Delta’s Earnings Confirm Travelers Are Paying Up
Kahyaoglu framed the setup for airlines in blunt terms. “Overall, we think all the major carriers are going to see fares up 15 to 20% for Q2, and heading into Q3. Ticket prices have been essentially deflationary, and airlines are finally getting their day, at least in the U.S.” She sees the trajectory building through the quarter: “We think unit revenue prices are up 13%. Don’t forget April incorporated lower ticket prices. So we think the exit is about high mid-teens in terms of ticket prices.”
On whether these pricing moves will stick, she was direct: “Can we see these 15 to 20% ticket prices hold? I think so for sure, at least through the rest of the year.” The structural argument rests on the three network carriers (United, Delta and American) accounting for about 60% of the U.S. market, with industry capacity roughly flattish year over year after about 5% capacity cuts, and even lower-cost operators like Southwest pushing toward premium segmentation.
Her Delta-specific view: “Delta, above all, has been able to continue to take premium demand to different levels.” The caveat was cost: “A slight negative on Delta is cost. The company is seeing some additional costs when it comes to their pilots.”
Premium Passengers Are Powering Delta’s Growth
Delta’s June Q2 earnings release delivered adjusted EPS of $1.56, beating the $1.5035 consensus. Revenue landed at $17.67 billion, up 6.11% year over year but shy of the roughly $18.85 billion Street model.
The premium-demand pillar of Kahyaoglu’s thesis clearly showed up in the numbers:
- Premium product revenue: $6.920 billion, +17% YoY
- Loyalty Program: $1.344 billion, +19% YoY
- American Express remuneration: $2.40 billion, +16% YoY
- Premium corporate sales: up more than 25%
- Domestic unit revenue: +12%; international unit revenue: +8%
Diversified, high-margin revenue streams reached 61% of total revenue, up 2 points YoY. This is the mix shift Delta has been marketing for years and should help the company price the premium curve independently of the main cabin.
Higher Pilot and Fuel Costs Threaten the Fare Windfall
Delta booked $1.4 billion in pre-tax profit while absorbing a record fuel bill of $4.41 billion at $3.93 per gallon. Adjusted operating margin compressed to 8.8%, and non-fuel unit costs rose 6.8% YoY, above the airline’s low-single-digit target.
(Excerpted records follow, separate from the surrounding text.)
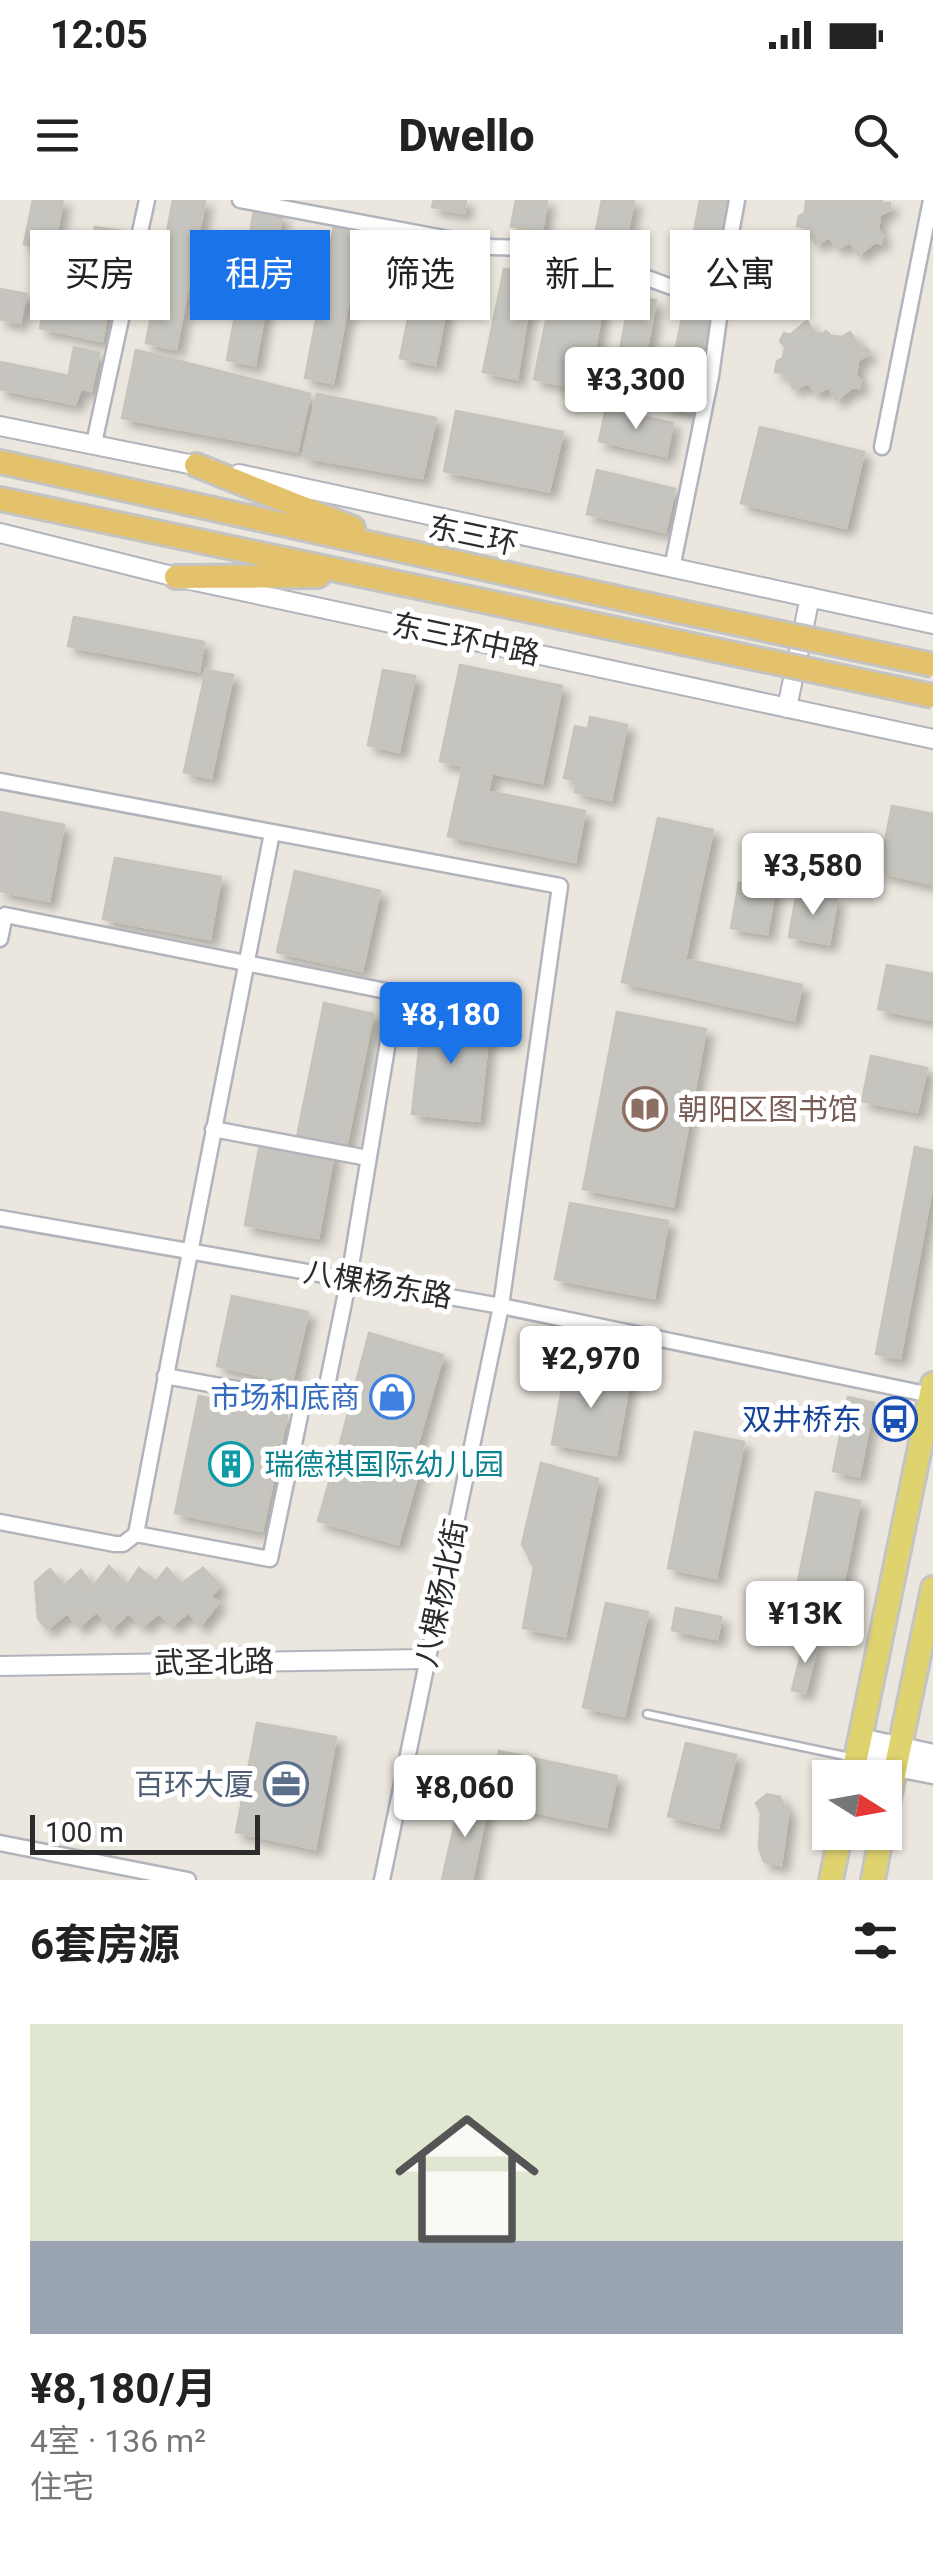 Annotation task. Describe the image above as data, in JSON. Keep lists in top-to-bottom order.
{
  "streets": {
    "highway": ["东三环"],
    "street": [
      "东三环中路",
      "八棵杨东路",
      "八棵杨北街",
      "武圣北路"
    ]
  },
  "crossings": [
    ["八棵杨东路", "八棵杨北街"],
    ["八棵杨北街", "武圣北路"]
  ],
  "places": {
    "library": ["朝阳区图书馆"],
    "shop": ["市场和底商"],
    "bus stop": ["双井桥东"],
    "building": ["瑞德祺国际幼儿园"],
    "office": ["百环大厦"]
  },
  "scale_bar": "100 m",
  "north": "right",
  "page": {
    "status": "12:05",
    "header": "Dwello",
    "chip": [
      "买房",
      "租房",
      "筛选",
      "新上",
      "公寓"
    ],
    "price": [
      "¥3,300",
      "¥3,580",
      "¥8,180",
      "¥2,970",
      "¥13K",
      "¥8,060"
    ],
    "scale": "100 m",
    "heading": "6套房源",
    "list": [
      {
        "name": "¥8,180/月",
        "note": "4室 · 136 m² · 住宅"
      }
    ]
  }
}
That is the pilot and structural cost pressure Kahyaoglu highlighted, and it is the reason the fare narrative matters for margins.
Delta’s CEO Ed Bastian tied the two threads together: “We delivered $1.4 billion in pre-tax profit while absorbing the highest quarterly fuel expense in our history, reflecting broad demand strength, growing brand preference and momentum across our diversified revenue base.”
Delta Is Already Building Momentum for 2027
Delta’s quarter strengthens Kahyaoglu’s argument that U.S. airlines have entered a more favorable pricing environment. Capacity remains constrained, the three network carriers control approximately 60% of the domestic market, and Delta continues to shift its business toward premium cabins, loyalty revenue, and its American Express partnership.
But higher fares alone will not guarantee stronger profits. Delta must make those pricing gains outrun elevated fuel expenses, pilot compensation, and accelerating non-fuel costs. If ticket prices remain 15% to 20% higher through year-end, Delta’s earnings momentum could carry into 2027.